Nolagirl and I were walking towards the Mesa Arts Center on Main Street in Mesa, AZ.
I want to go look at that rocketship thing, I told her.
Right there by the lightrail stop? she confirmed.
I explained I’d taken phots of it in 2016. but I didn’t have any information about the artist. I wanted to find the name of the piece or the name of the artist or something.
We walked across the street, and Nolagirl gazed at the art. I wouldn’t have called it a rocketship, she said, but I get it.
I suspected it wasn’t supposed to represent a rocketship, but that was the closest comparision I could come up with. The round, tapering shape suggested a 1950s concept of space travel to me.
I couldn’t find any permanent information about the art, but Mesa was having a silly event where folks could interact via text with inanimate objects downtown. This piece of art was part of the project, so I was able to find the artist’s name in a cirlce on the ground.
Nolagirl actually texted this object as I was looking for information and taking photographs. Their exchange was rather boring. We were totally over it when the sculpture asked what business we wanted to see downtown. A free box! I chimed in, but I think Nolagirl had already told the art something else.
The art piece does have a name, although I couldn’t find it anywhere in the area. (I didn’t go up on the actual lightrail stop waiting area where the seats are. Maybe the name of the art is somewhere over there.) According to Ralph Helmick’s website, the piece is called Drawing Room. The website explains about the faces on the piece.
Its walls are comprised of graphic cutout silhouettes of an inclusive array of actual Mesa citizens. Each profile occupies an oval frame that connects with its neighbors, the collective creating a soaring web of community.
I think it’s really cool that the silhouettes are of actual people who live in Mesa. I wonder how the folks were recruited. I wonder if folks ever scrutinize this piece of art to find their own image or the image of a loved one.
Helmick’s website also says,
Taking the shape of a giant conic form of perforated metal, viewers recognize it as a visual beacon from blocks away and walk underneath while passing to and from the light rail.
You can definitely see this piece from blocks away.
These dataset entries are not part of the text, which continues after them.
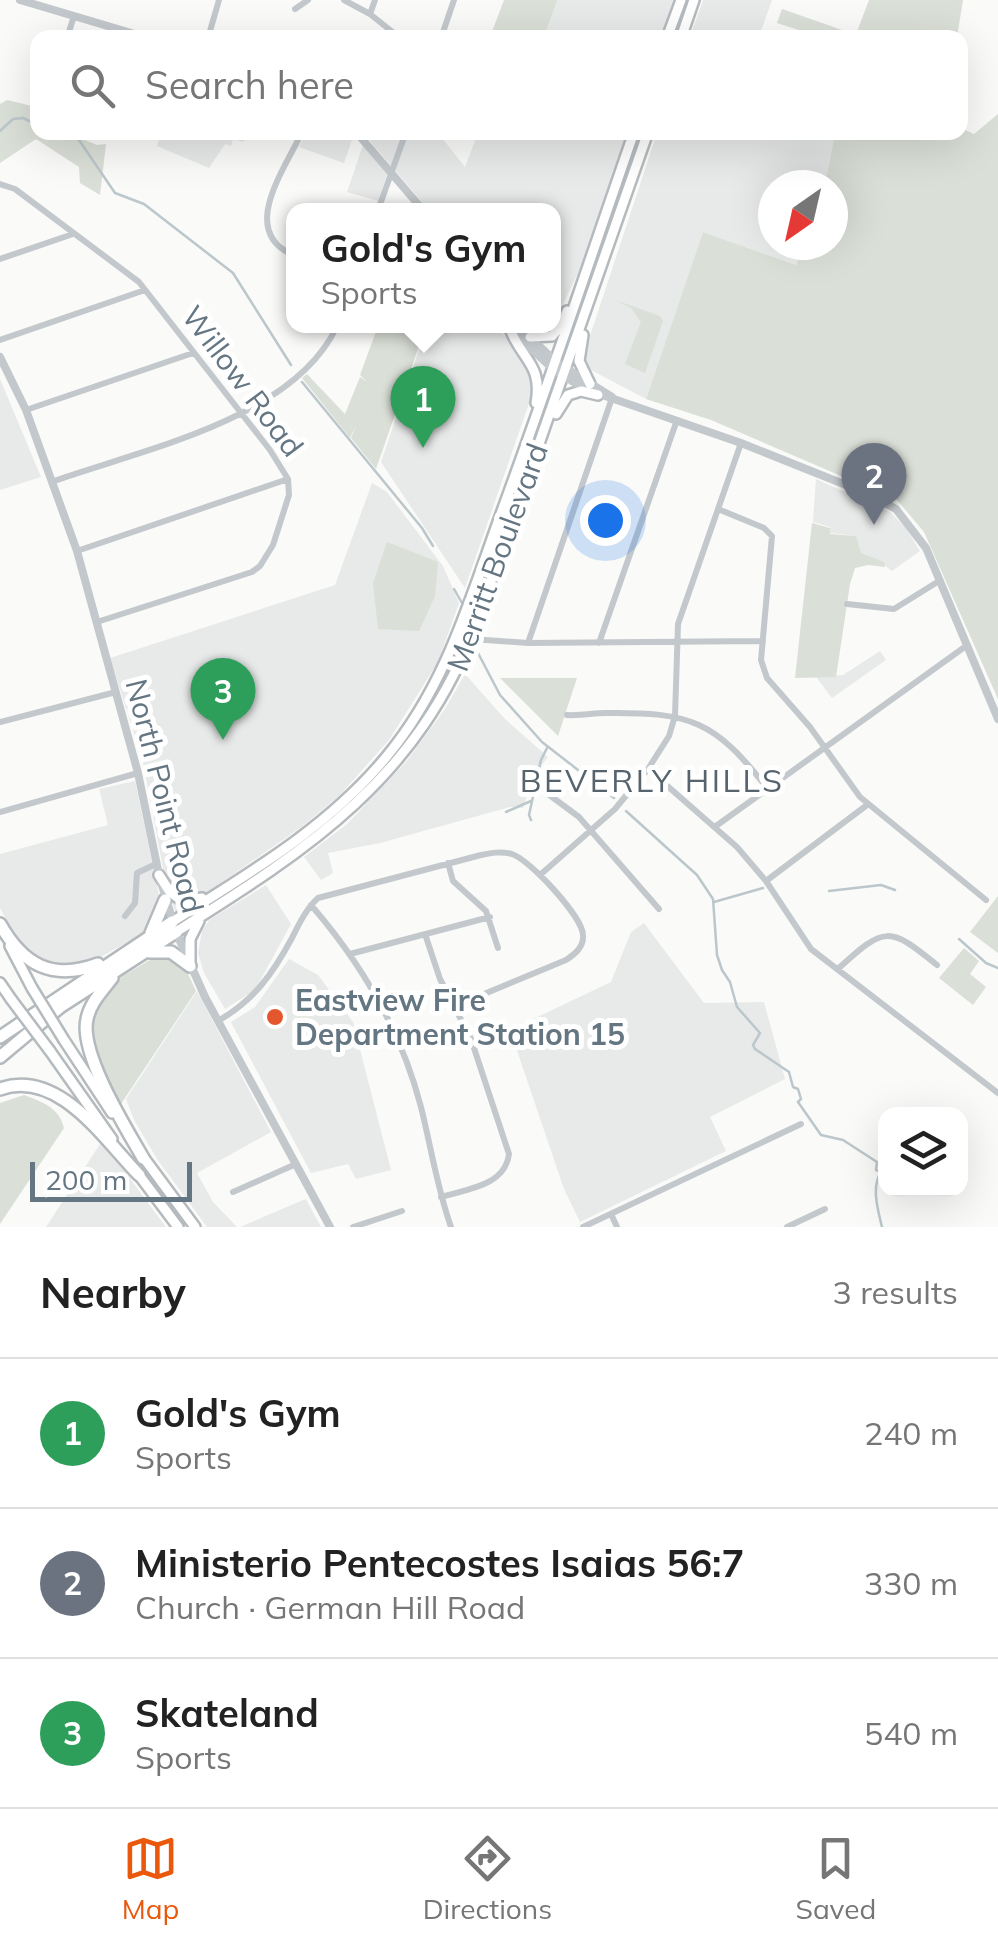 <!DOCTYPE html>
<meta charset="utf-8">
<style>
:root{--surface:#fff;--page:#f6f6f6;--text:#222;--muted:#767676;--line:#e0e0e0;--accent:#ea580c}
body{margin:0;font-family:Mulish,sans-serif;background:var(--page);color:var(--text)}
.controls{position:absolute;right:30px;bottom:30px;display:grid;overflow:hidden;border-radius:20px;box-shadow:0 10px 40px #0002}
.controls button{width:90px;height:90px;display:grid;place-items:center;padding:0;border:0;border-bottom:2px solid var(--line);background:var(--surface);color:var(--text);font:50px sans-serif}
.compass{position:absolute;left:758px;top:170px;width:90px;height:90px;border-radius:50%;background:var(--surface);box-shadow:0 10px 40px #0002;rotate:214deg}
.scale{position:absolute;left:30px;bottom:25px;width:162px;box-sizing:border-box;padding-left:10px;border:5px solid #657683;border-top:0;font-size:28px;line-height:35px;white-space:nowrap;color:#657683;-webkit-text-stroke:8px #fff;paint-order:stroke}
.you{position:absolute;left:605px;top:520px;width:35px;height:35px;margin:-25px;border:8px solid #fff;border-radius:50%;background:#1a73e8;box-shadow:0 0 0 15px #1a73e833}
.badge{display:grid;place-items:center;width:65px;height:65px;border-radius:50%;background:var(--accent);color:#fff;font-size:32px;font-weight:700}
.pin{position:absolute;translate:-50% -82px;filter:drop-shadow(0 2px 5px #0008)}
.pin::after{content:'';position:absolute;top:52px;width:35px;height:30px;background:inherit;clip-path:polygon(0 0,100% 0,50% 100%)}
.popup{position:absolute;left:286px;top:203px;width:275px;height:130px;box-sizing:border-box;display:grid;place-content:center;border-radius:20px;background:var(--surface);filter:drop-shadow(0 2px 8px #0005);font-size:32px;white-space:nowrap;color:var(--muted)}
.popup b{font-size:38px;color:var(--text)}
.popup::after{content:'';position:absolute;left:50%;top:100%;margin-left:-20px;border:20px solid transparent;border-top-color:var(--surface)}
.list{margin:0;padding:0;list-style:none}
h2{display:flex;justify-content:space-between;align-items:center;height:130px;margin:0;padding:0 40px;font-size:42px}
h2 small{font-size:32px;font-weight:400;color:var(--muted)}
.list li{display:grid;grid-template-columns:65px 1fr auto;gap:30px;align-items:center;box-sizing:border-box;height:150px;padding:0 40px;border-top:2px solid var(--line)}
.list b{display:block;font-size:38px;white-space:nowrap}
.list p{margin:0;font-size:32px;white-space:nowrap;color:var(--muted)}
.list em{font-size:32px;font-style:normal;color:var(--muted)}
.icon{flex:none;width:55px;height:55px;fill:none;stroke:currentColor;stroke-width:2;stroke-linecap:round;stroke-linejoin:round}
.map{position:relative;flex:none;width:998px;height:1227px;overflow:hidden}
.search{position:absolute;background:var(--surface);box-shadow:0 10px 40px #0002;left:30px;right:30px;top:30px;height:110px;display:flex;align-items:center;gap:25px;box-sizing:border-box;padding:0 35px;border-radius:20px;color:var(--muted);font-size:38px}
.sheet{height:580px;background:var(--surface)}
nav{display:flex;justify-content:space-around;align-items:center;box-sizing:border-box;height:140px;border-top:2px solid var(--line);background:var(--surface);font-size:28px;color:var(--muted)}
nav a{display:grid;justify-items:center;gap:5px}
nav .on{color:var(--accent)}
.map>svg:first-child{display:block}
</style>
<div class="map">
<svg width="998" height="1227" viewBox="0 0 998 1227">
<rect width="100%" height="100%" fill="#fafaf8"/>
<path fill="#e8e9e9" d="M556,0H674L661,37L544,38Z
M703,0H772L759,37H690Z
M351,132L354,134L344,163L299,147L306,133Z
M161,133V132L251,133L243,142L233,139L231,146L225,144L209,168L157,146Z
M363,133H438L465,167L478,133H628L581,267L553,325V210H429Z
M657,133H835L825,185H773V245H804L796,265L703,232L646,399L591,370L586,360V348Z
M363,145L387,174L378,201L347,192Z
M427,326H497L530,369L534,389L465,588L381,462Z
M0,379L41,477L0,490Z
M816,479L890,512L906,528L920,551L892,571L884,565L853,560L856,536L830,533V527L813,522Z
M372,483L387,492L443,566L459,603L438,662L389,740L340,795L300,828L176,914L165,879L143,762L110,658L335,585Z
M880,651L886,660L832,698L816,677L843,675Z
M465,674L505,719L548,757L534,775L523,808L510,807L380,843L328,853L333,873L321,880L304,857L347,824L406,762L445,709Z
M135,781L160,900L158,918L142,934L88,964L60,966L39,960L19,944L0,908V854L108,825L99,789Z
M266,885L291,924L255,990L225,1009L204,973L198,953L202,931L209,920Z
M644,923L704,1003L764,1002L785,1079L710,1117L726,1151L580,1222L564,1189L510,1030L611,982L631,932Z
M289,959L318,975L353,1022L391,1170L356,1179L348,1164L311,1173L231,1022L255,1007Z
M197,991L271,1132L197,1173L213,1202L237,1227H207L157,1159L134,1120L126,1099Z
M102,1141L166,1227H46Z
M306,1199L321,1227H240L296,1203Z"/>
<path fill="#dadfd7" d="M504,0H557L544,37H490Z
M869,0H963L957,37H855Z
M782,9L842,30L839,37H820L777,23Z
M7,100L36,107L38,132L89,133L85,140L97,145L106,144L100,195L80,183L79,167L36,139L0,163V104Z
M998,114V699L924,532L897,500L711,420L646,399L703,232L796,265L804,245H833V185H825L835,133L960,132L961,128L974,134Z
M615,300L660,316L663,321L645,373L625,364L641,322L631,308Z
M378,326H426L376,469L351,438L356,425L350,438L302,378L307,374L345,414L360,377L367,382L360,375Z
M812,523L830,528V534L856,536L861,553L884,562L885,567L868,565L855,568L850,584L836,677L795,678Z
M387,542L438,562L435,596L419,631L378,629L373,583Z
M500,678H577L558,736Z
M998,896V953L970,932Z
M964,948L979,961L970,974L986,987L973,1005L939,978Z
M166,953L182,961L196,991L119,1107C94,1054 66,1008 131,971C142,965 153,957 166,953Z
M24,1095C42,1102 59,1107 64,1128L0,1224V1103Z"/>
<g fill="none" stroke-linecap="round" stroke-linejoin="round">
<path stroke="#bbc7cb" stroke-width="2.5" d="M0,131L13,119L23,118L38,125
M51,132L69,133L79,140L115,193L144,204L233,273L291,365
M302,382L422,528L433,546
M454,589L462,603
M478,653L500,695L542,742L614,798
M626,811L697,875L713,899L717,955L722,970L730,982L737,1007L760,1033L753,1045L755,1049L789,1072L793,1087L798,1089L801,1099L798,1102L821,1135L843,1140L877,1162L876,1170L881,1172C871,1187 878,1210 882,1227
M506,812L531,801
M531,820L529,815L541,760L547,748
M829,891L881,885L895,890
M714,902L763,888
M959,939L986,963L998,968"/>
<g stroke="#b5babe" stroke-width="14">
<path id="primary" d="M667,38L681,0
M681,38L694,0
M510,329C522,360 543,365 536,403
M583,335L579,361L590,384
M530,337L552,336L562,324L567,311
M556,414L568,395L581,391L598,395
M159,875L170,892L182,901L202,898
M172,922C248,874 329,827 387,756C447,684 470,598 502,511C548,386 590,259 634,132
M176,932C310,848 419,778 477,621L648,132
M10,946L32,988
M190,966V939L199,921
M0,983L11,999
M64,1040L112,1113
M50,1051L112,1139
M141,1154L195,1227
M136,1171L178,1227"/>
</g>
<g stroke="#b4b9bd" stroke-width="16">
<path id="motorway" d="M0,924C23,965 52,981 98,964
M151,933L165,900
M150,952H171L190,966
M112,978C102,991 90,1003 87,1019C79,1053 126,1128 143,1158
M0,1037L172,922
M0,1057L60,1007L176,932
M0,1089C58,1068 104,1139 139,1175"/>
</g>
<path stroke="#c3c8cc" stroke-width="6" d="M344,0L370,14L400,38
M295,9L308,0
M370,14L375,0
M67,38L74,16
M208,38L219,0
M441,38L454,0
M0,184L15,189L139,282L270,450L288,479L289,495L273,545L260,566L252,572L97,622
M378,210L406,132
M293,255C238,231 285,169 302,132
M0,259L73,234
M0,340L145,290
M26,410L193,353
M54,481C144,449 294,419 337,326
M718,509L764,528L772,536L761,660L767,678L810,727L860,797L986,900
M77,551L288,479
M847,604L894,609L939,581
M471,639L528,643L763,641
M528,643L612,398
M599,643L677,420
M567,715C581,716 593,713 606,713C691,712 715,721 767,788
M0,722L116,692
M648,769L737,847L766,881L811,949L998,1093
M544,791L579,817L659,909
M0,812L138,773
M716,826L966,646
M448,863L453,881L486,911L498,948
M540,875L615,809L648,769L669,736L675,716L678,624L741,443
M766,881L867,805
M311,905C362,964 401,1030 421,1107C431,1147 437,1188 451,1227
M125,916L135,903L137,873L156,864
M425,934L440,979L471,1039L509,1154C505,1186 467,1189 441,1197
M350,954L490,917
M839,968C885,926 889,926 937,965
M218,1021C254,1000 272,975 292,938C299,924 306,909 318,898L481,855C491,853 501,851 512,854C530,860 582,916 583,935C584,947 575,954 566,960L455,1006
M233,1192L296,1164
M611,1214L617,1227
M353,1227L402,1211
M583,1227L801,1124
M787,1227L825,1209"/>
<path stroke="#c3c8cc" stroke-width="8" d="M20,0L148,38
M356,132L423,210
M507,326L553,369L585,389L741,443L866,493L896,509L926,548L998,719
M518,326L556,362L612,397
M0,357L26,410L77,551L138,773L159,875L176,932L205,997L330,1227"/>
<use href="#primary" stroke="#fff" stroke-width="9"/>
<use href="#motorway" stroke="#fff" stroke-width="11"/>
<g stroke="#b5babe" stroke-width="14" stroke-linecap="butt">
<path id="primary-bridge" d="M32,988L64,1040
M11,999L50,1051"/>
</g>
<use href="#primary-bridge" stroke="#fff" stroke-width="9"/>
</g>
<circle fill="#e4572e" stroke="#fff" stroke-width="4" cx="275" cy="1017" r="10"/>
<g text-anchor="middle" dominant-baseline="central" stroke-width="10" stroke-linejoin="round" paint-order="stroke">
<g font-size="30" fill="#657683" stroke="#fff">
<text transform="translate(243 381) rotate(53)">Willow Road</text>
<text transform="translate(497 557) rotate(-70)">Merritt Boulevard</text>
<text transform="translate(165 796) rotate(76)">North Point Road</text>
</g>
<g font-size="30" font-weight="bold" fill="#657683" stroke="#fff" text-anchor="start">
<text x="295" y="1000">Eastview Fire<tspan x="295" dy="34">Department Station 15</tspan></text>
</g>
<g font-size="32" letter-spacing="2.5" fill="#57646e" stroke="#fff">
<text x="652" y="780">BEVERLY HILLS</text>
</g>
</g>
</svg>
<div class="controls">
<button><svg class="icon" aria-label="layers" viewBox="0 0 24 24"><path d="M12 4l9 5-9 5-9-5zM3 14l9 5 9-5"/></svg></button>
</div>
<svg class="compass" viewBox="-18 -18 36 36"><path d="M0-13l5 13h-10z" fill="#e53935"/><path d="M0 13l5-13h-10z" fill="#767676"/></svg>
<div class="scale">200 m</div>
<div class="you"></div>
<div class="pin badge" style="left:423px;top:448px;background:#2e9e5b">1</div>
<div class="popup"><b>Gold's Gym</b>Sports</div>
<div class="pin badge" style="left:874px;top:525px;background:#6b7280">2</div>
<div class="pin badge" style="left:223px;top:740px;background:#2e9e5b">3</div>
<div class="search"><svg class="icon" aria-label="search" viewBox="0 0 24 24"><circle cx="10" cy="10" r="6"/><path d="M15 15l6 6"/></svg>Search here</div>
</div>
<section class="sheet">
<h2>Nearby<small>3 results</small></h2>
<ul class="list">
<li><span class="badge" style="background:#2e9e5b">1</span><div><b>Gold's Gym</b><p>Sports</p></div><em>240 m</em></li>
<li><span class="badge" style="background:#6b7280">2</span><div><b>Ministerio Pentecostes Isaias 56:7</b><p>Church · German Hill Road</p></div><em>330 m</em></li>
<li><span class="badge" style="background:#2e9e5b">3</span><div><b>Skateland</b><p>Sports</p></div><em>540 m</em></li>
</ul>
</section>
<nav>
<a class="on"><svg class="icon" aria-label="map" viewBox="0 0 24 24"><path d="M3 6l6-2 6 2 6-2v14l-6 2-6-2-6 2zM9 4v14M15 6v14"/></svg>Map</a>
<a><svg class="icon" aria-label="directions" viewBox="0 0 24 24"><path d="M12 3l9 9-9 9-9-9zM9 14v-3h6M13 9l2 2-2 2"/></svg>Directions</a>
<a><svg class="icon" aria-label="saved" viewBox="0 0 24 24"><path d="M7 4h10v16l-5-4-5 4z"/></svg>Saved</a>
</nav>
It’s a good landmark for not just the lightrail stop, but the Mesa Arts Center as well. I definitely noticed that it’s a portal. To get on the train or return to Downtown Mesa, commuters have to pass through this portal of community.
The website mentions another thing I’d noticed.
Viewers looking up from beneath the sculpture may draw parallels between our interest in the expansive mysteries of the universe and our quest for civility and fellow-feeling here on earth.
Well, ok, I didn’t draw any parallels or think any deep thougths, but I did notice that it’s really cool to stand within the sculpture and look up, up, up all the way to the hole in the top. The experience is a little dizzying, but very, very cool, especially when light and shadows are playing on the metal.
The CODAworx website says
Ralph Helmick is a sculptor and public artist.
Since his first public art commission in the mid-1980’s – the Arthur Fiedler Memorial, on Boston’s Esplanade – he has worked in various materials (including metal, stained glass, cast resin, and found objects) to create large-scale public sculpture in parks, schools, museums, and other public spaces across the US.
As I did research on Drawing Room and Helmick, I was surprised to see the artist had created another sculpture I know. Helmick is also responsible for the Stevie Ray Vaughan Memorial on Town Lake in Austin, TX. I’ve visited that staute before. The muscian wears a poncho and a big hat with a brim running all the way around it. Austin folklore has it that as a tribute to Vaughan, fans leave joints on the brim of his hat. I suppose it works as a sort of “take a joint, leave a joint” gift economy, because I was told to always reach up and search for a joint. I suppose if there’s one up there, the finder smokes it in Vaughan’s name. When I visited the statue, I reached up, but didn’t find any treats on the hat.